10. The water dispersible polymer composition of claim 9, wherein said secondary hydroxy-containing polyols are selected from the group consisting of 2,2,4-trimethyl-1,3-pentanediol, 2,2′-bis(4-hydroxycyclohexy) propane, propylene glycol, dipropylene glycol, glycerol, and sorbitol.

11. The water dispersible polymer composition of claim 9, wherein said primary hydroxy-containing polyols are selected from the group consisting of trimethylol propane, pentaerythritol, di-pentaerythritol, trimethylol ethane, neopentyl glycol, ethylene glycol, 1,4-butanediol, 1,6-hexanediol, 1,4-cyclohexl dimethanol, diethylene glycol, triethylene glycol, and 2-methyl 1,3-propanediol.

12. The water dispersible polymer composition of claim 9, wherein said polyacids are selected from the group consisting of isophthalic acid, terephthalic acid, trimellitic anhydride, adipic acid, 1,4-cyclohexyl dicarboxylic acid, succinic anhydride, maleic acid, fumaric acid, succinic acid, azaleic acid, sebacic acid, methyl succinic anhydride, dodecenyl succinic anhydride, tetrahydrophthalic anhydride, hexahydrophthalic anhydride, and phthalic anhydride.

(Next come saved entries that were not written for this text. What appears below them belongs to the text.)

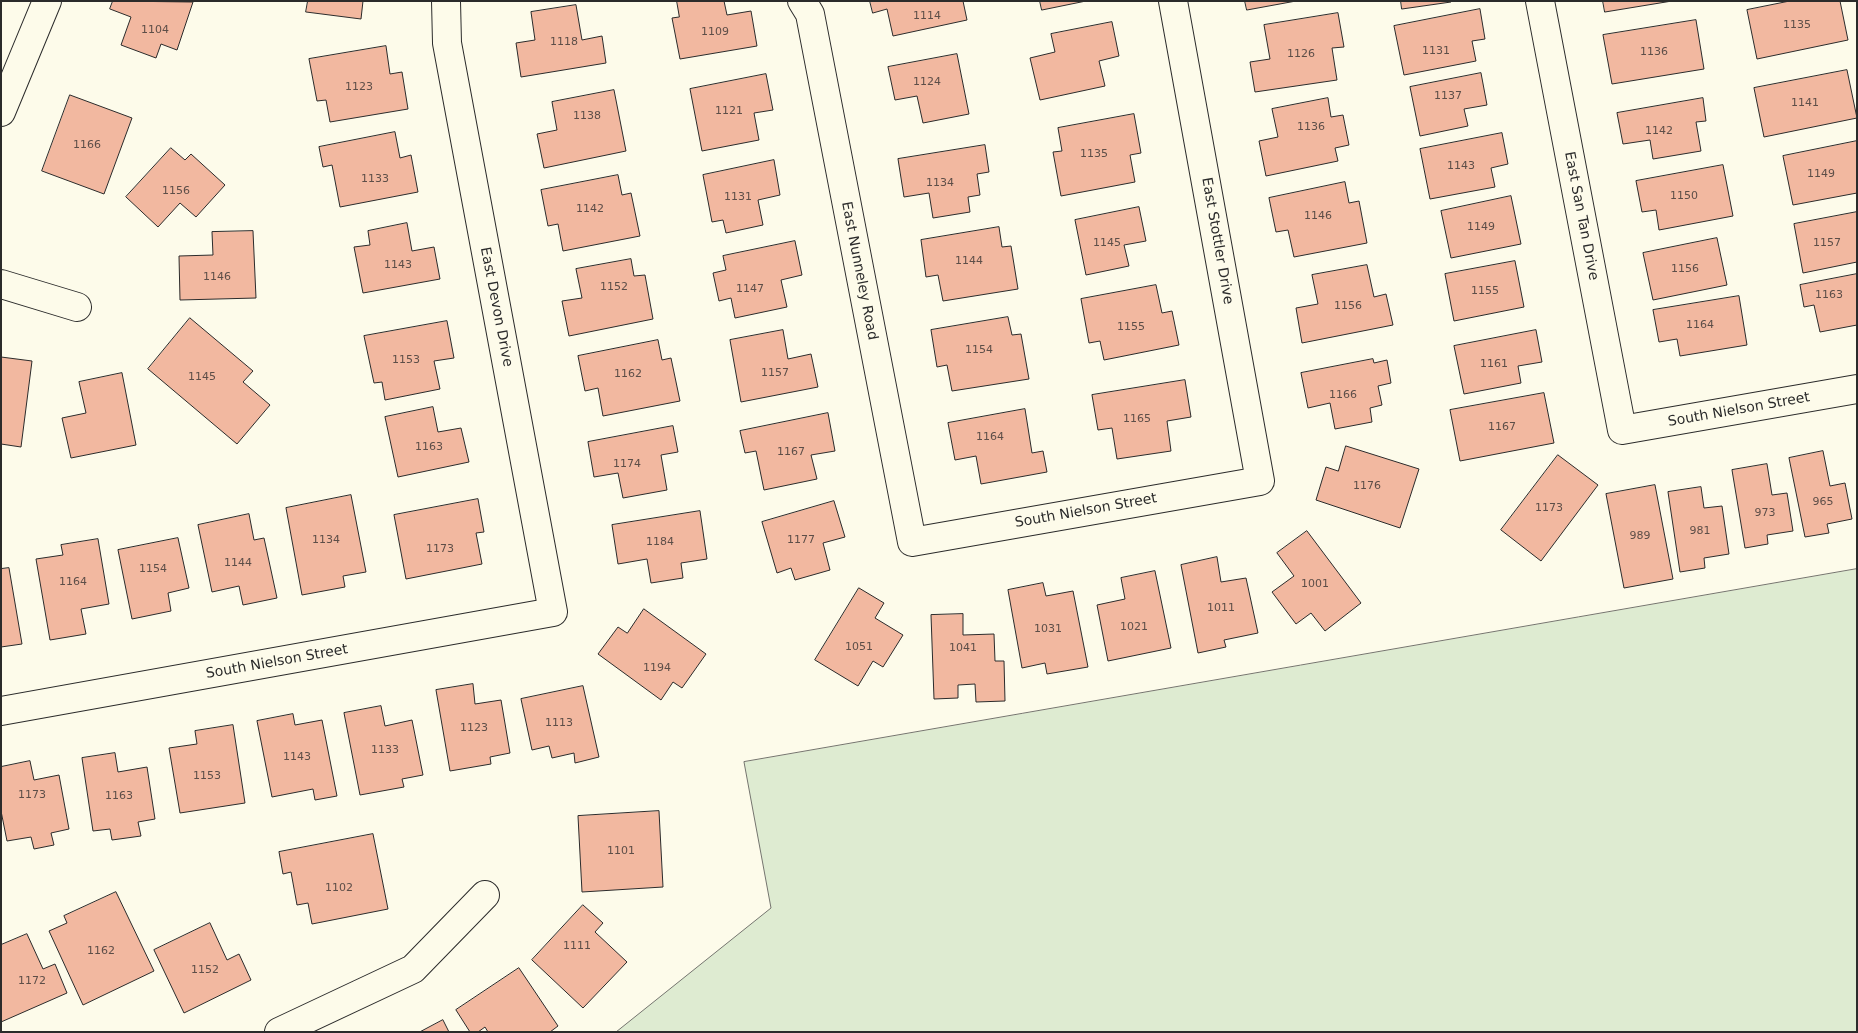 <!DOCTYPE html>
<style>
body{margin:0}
#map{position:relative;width:1858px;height:1033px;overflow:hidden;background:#fdfbea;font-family:"DejaVu Sans",sans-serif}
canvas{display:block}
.frame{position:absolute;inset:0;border:2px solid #2b2b2b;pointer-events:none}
</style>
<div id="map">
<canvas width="1858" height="1033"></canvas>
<div class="frame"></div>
</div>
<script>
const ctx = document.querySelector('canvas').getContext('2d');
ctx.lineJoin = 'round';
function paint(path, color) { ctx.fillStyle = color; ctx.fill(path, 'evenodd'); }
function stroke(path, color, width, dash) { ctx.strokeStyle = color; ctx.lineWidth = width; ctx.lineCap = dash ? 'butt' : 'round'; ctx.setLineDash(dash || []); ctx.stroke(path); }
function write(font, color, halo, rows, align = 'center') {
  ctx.font = font + ' "DejaVu Sans",sans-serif'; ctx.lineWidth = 4; ctx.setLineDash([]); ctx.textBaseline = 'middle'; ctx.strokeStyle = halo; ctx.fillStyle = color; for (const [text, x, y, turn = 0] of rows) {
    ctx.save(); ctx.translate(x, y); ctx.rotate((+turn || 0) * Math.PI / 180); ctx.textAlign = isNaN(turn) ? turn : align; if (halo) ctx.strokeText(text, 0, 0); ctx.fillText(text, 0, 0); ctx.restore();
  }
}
const green = new Path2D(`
 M 1857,569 L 1857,1032 L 616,1032 L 771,908 L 744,762 Z`);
paint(green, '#deebd1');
stroke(green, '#74746e', 1);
const building = new Path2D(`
 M 113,1 L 193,2 L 177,50 L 161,44 L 156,58 L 121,45 L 131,17 L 110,9 Z
 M 308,1 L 363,1 L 361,19 L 306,12 Z
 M 677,1 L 724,1 L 727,15 L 751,11 L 757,46 L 680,59 L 672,18 L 679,17 Z
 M 870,1 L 963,1 L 967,20 L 893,36 L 887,9 L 873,13 Z
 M 1040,1 L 1086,1 L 1042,10 Z
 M 1245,1 L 1296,1 L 1247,10 Z
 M 1401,1 L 1451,1 L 1451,2 L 1402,9 Z
 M 1603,1 L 1672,1 L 1605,12 Z
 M 1790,1 L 1840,1 L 1848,40 L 1757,59 L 1747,10 Z
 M 576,5 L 582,40 L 602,36 L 606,63 L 521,77 L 516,43 L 535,40 L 531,12 Z
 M 1480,9 L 1485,39 L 1472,41 L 1476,61 L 1404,75 L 1394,26 Z
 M 1338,13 L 1344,47 L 1332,48 L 1337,80 L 1255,92 L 1250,62 L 1270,59 L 1264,25 Z
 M 1696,20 L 1704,69 L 1612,84 L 1603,35 Z
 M 1112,22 L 1119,56 L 1099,61 L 1105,86 L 1040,100 L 1030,58 L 1055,52 L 1051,34 Z
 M 386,46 L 390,74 L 402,72 L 408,109 L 330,122 L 326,100 L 317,101 L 309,59 Z
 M 957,54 L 969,114 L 923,123 L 917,96 L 895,100 L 888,67 Z
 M 1847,70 L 1857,118 L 1764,137 L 1754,88 Z
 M 1481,73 L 1487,105 L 1464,109 L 1468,126 L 1420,136 L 1410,87 Z
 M 766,74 L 773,110 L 754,113 L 759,140 L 702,151 L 690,89 Z
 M 614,90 L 626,151 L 544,168 L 537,134 L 557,130 L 552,102 Z
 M 70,95 L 132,118 L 104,194 L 42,171 Z
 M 1328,98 L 1331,117 L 1343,115 L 1349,145 L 1335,148 L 1338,161 L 1266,176 L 1259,141 L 1278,137 L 1272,109 Z
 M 1703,98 L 1706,121 L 1696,122 L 1701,151 L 1653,159 L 1650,140 L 1623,144 L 1617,113 Z
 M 1134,114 L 1141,153 L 1130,155 L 1135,182 L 1061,196 L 1053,152 L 1062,151 L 1058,128 Z
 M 395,132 L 400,158 L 411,155 L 418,192 L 340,207 L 332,165 L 323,167 L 319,147 Z
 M 1502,133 L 1508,164 L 1491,168 L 1495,187 L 1430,199 L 1420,149 Z
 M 1857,141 L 1857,193 L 1793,205 L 1783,156 Z
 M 985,145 L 989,172 L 977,174 L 980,195 L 968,197 L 970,212 L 933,218 L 929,193 L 904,197 L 898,159 Z
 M 171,148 L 185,160 L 191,154 L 225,185 L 196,217 L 180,203 L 158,227 L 126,197 Z
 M 774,160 L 780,195 L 758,200 L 763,225 L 726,233 L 723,220 L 712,222 L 703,175 Z
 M 1723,165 L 1733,216 L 1659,230 L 1656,210 L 1642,212 L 1636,181 Z
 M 618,175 L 622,195 L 631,193 L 640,236 L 563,251 L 558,224 L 548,226 L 541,190 Z
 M 1345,182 L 1349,203 L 1359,201 L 1367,243 L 1294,257 L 1288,230 L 1276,232 L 1269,198 Z
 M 1511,196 L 1521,244 L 1451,258 L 1441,211 Z
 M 1139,207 L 1146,241 L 1124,245 L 1129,266 L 1086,275 L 1075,220 Z
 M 1857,212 L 1857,262 L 1803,273 L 1794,224 Z
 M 407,223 L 412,251 L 434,247 L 440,279 L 363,293 L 354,247 L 370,245 L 368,231 Z
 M 999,227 L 1002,247 L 1011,246 L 1018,289 L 943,301 L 938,275 L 926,277 L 921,240 Z
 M 253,231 L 256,298 L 180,300 L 179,256 L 213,255 L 212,232 Z
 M 1717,238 L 1727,285 L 1653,300 L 1643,253 Z
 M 795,241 L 802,275 L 781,280 L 787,307 L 735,318 L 731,298 L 719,301 L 713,273 L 726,270 L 723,256 Z
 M 631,259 L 634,276 L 645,275 L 653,319 L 569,336 L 562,301 L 582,298 L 576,269 Z
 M 1515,261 L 1524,307 L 1454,321 L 1445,274 Z
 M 1367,265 L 1374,297 L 1386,294 L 1393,325 L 1302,343 L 1296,308 L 1318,304 L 1312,275 Z
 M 1857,274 L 1857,325 L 1820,332 L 1814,305 L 1804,307 L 1800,285 Z
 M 1156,285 L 1162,313 L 1172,311 L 1179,345 L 1104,360 L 1100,341 L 1089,343 L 1081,299 Z
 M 1739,296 L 1747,345 L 1680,356 L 1677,339 L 1659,342 L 1653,310 Z
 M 1008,317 L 1012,335 L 1021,334 L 1029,379 L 952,391 L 947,365 L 937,367 L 931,330 Z
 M 190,318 L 253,371 L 243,382 L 270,405 L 237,444 L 148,369 Z
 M 447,321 L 454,358 L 434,361 L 440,389 L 385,400 L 382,382 L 374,383 L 364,336 Z
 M 783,330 L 788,359 L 811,354 L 818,387 L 741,402 L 730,340 Z
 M 1536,330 L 1542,362 L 1518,366 L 1521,383 L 1464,394 L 1454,346 Z
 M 658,340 L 662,360 L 671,358 L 680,401 L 603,416 L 598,388 L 585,391 L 578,356 Z
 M 1,357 L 32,361 L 21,447 L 1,444 Z
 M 1373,359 L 1374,363 L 1387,360 L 1391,383 L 1378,386 L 1382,405 L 1370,408 L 1372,422 L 1335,429 L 1330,403 L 1308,408 L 1301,373 Z
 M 122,373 L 136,445 L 71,458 L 62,418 L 86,413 L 79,382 Z
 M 1185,380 L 1191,417 L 1167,421 L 1171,451 L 1117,459 L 1112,428 L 1098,430 L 1092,395 Z
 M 1544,393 L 1554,443 L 1460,461 L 1450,410 Z
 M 433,407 L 438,432 L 461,428 L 469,462 L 398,477 L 385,417 Z
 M 1025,409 L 1032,453 L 1043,451 L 1047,472 L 981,484 L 976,456 L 955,460 L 948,423 Z
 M 828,413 L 835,451 L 811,455 L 817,479 L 764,490 L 756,451 L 745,453 L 740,431 Z
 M 673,426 L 678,452 L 661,455 L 667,490 L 623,498 L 618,473 L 594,477 L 588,442 Z
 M 1346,446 L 1419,469 L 1400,528 L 1316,500 L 1326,467 L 1338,471 Z
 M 1823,451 L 1830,486 L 1845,483 L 1852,519 L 1827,524 L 1829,533 L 1805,537 L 1789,458 Z
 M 1558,455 L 1598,485 L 1541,561 L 1501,530 Z
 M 1767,464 L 1772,495 L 1787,493 L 1793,531 L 1767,535 L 1768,544 L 1745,548 L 1732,470 Z
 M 1655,485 L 1673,579 L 1624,588 L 1606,494 Z
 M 1701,487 L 1704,508 L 1722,506 L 1729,554 L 1704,558 L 1705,568 L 1680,572 L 1668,492 Z
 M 351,495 L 366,572 L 343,576 L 345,587 L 302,595 L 286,508 Z
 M 478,499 L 484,532 L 476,533 L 482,564 L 406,579 L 394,515 Z
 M 834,501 L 845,537 L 823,543 L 830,570 L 795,580 L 791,568 L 777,573 L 762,522 Z
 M 700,511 L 707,559 L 681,563 L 683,578 L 651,583 L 647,559 L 618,564 L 612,525 Z
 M 249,514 L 254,540 L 264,538 L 277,598 L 243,605 L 239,586 L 212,592 L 198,525 Z
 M 1307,531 L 1361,603 L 1325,631 L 1311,613 L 1296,624 L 1272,592 L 1294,576 L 1277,553 Z
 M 178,538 L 189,588 L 168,593 L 171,611 L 132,619 L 118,550 Z
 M 98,539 L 109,604 L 81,609 L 86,634 L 50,640 L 36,559 L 63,555 L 61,545 Z
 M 1217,557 L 1221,582 L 1246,578 L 1258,633 L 1224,640 L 1226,647 L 1198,653 L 1181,565 Z
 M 9,568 L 22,644 L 1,647 L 1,569 Z
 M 1155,571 L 1171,648 L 1108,661 L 1097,605 L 1125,599 L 1121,578 Z
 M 1043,583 L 1046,596 L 1073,591 L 1088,667 L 1047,674 L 1045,663 L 1022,668 L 1008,590 Z
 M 859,588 L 884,603 L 875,618 L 903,635 L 883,667 L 873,661 L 858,686 L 815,660 Z
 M 644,609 L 706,654 L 682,688 L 673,682 L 661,700 L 598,654 L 618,627 L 627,633 Z
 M 963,614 L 963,635 L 994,634 L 995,661 L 1004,661 L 1005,701 L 976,702 L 975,684 L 958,685 L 958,698 L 934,699 L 931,615 Z
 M 473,684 L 475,704 L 501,700 L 510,753 L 490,757 L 491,764 L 450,771 L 436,690 Z
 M 583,686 L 599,757 L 575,763 L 574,753 L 552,758 L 549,746 L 532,750 L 521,699 Z
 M 381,706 L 385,726 L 412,720 L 423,775 L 402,779 L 404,787 L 360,795 L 344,713 Z
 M 293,714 L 295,725 L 322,720 L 337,796 L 315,800 L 313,789 L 272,797 L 257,721 Z
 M 233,725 L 245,803 L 180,813 L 169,748 L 197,744 L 195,731 Z
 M 115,753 L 118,772 L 147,767 L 155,819 L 138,822 L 141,836 L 112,840 L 110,829 L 93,831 L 82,758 Z
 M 30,761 L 34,780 L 59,775 L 69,829 L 51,833 L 54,845 L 34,849 L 31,837 L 7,841 L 1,811 L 1,767 Z
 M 659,811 L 663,887 L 582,892 L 578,816 Z
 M 373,834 L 388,909 L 312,924 L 308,903 L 297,905 L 291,872 L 283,874 L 279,852 Z
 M 116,892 L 154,971 L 83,1005 L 49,931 L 67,923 L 64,916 Z
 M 583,905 L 603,923 L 595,932 L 627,962 L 583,1008 L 532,960 Z
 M 210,923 L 227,960 L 239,954 L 251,980 L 184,1013 L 154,950 Z
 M 27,934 L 43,969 L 55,964 L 67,993 L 1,1022 L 1,945 Z
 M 519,968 L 558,1026 L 550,1032 L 488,1032 L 485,1027 L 478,1032 L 470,1032 L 456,1010 Z
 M 443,1020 L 449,1032 L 420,1032 Z`);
paint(building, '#f2b8a0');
stroke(building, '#2b2b2b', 1);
const minor = new Path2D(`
 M 802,1 L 810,14 L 912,542 L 1260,481 L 1173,1
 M 1540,1 L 1622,430 L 1857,389
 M 1,112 L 47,1
 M 1,284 L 77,307
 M 1,711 L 553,612 L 447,43 L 446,1
 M 279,1032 L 413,969 L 485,895`);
stroke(minor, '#2b2b2b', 30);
stroke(minor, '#fdfbea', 28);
write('11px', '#5d4e48', null, [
 ["1114",927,16],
 ["1135",1797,25],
 ["1104",155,30],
 ["1109",715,32],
 ["1118",564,42],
 ["1131",1436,51],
 ["1136",1654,52],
 ["1126",1301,54],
 ["1124",927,82],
 ["1123",359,87],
 ["1137",1448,96],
 ["1141",1805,103],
 ["1121",729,111],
 ["1138",587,116],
 ["1136",1311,127],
 ["1142",1659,131],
 ["1166",87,145],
 ["1135",1094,154],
 ["1143",1461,166],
 ["1149",1821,174],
 ["1133",375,179],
 ["1134",940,183],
 ["1156",176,191],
 ["1150",1684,196],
 ["1131",738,197],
 ["1142",590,209],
 ["1146",1318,216],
 ["1149",1481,227],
 ["1145",1107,243],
 ["1157",1827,243],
 ["1144",969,261],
 ["1143",398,265],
 ["1156",1685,269],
 ["1146",217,277],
 ["1152",614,287],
 ["1147",750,289],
 ["1155",1485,291],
 ["1163",1829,295],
 ["1156",1348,306],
 ["1164",1700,325],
 ["1155",1131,327],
 ["1154",979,350],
 ["1153",406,360],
 ["1161",1494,364],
 ["1157",775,373],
 ["1162",628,374],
 ["1145",202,377],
 ["1166",1343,395],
 ["1165",1137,419],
 ["1167",1502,427],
 ["1164",990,437],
 ["1163",429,447],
 ["1167",791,452],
 ["1174",627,464],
 ["1176",1367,486],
 ["965",1823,502],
 ["1173",1549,508],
 ["973",1765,513],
 ["981",1700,531],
 ["989",1640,536],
 ["1134",326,540],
 ["1177",801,540],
 ["1184",660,542],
 ["1173",440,549],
 ["1144",238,563],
 ["1154",153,569],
 ["1164",73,582],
 ["1001",1315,584],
 ["1011",1221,608],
 ["1021",1134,627],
 ["1031",1048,629],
 ["1051",859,647],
 ["1041",963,648],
 ["1194",657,668],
 ["1113",559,723],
 ["1123",474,728],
 ["1133",385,750],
 ["1143",297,757],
 ["1153",207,776],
 ["1173",32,795],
 ["1163",119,796],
 ["1101",621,851],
 ["1102",339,888],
 ["1111",577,946],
 ["1162",101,951],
 ["1152",205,970],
 ["1172",32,981]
]);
write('14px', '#2b2b2b', '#fdfbea', [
 ["East San Tan Drive",1581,216,79],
 ["East Stottler Drive",1217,241,80],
 ["East Nunneley Road",859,271,79],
 ["East Devon Drive",496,307,79],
 ["South Nielson Street",1739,410,-10],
 ["South Nielson Street",1086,511,-10],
 ["South Nielson Street",277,662,-10]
]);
</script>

13. The water dispersible polymer composition of claim 9, wherein said mono-functional acids are selected from the group consisting of sunflower fatty acid, toll oil fatty acid, linseed oil fatty acid, safflower oil fatty acid, dehydrated castor oil fatty acid, soybean oil fatty acid and benzoic acid.

14. The water dispersible polymer composition of claim 9, wherein said oils are selected from the group consisting of sunflower oil, toll oil, linseed oil, safflower oil, dehydrated castor oil, and soybean oil.

15. The water dispersible polymer composition of claim 1, wherein the shell polymer is formed by radical polymerization of at least one ethylenically unsaturated monomer and (meth)acrylic acid in the presence of unsaturated fatty acids.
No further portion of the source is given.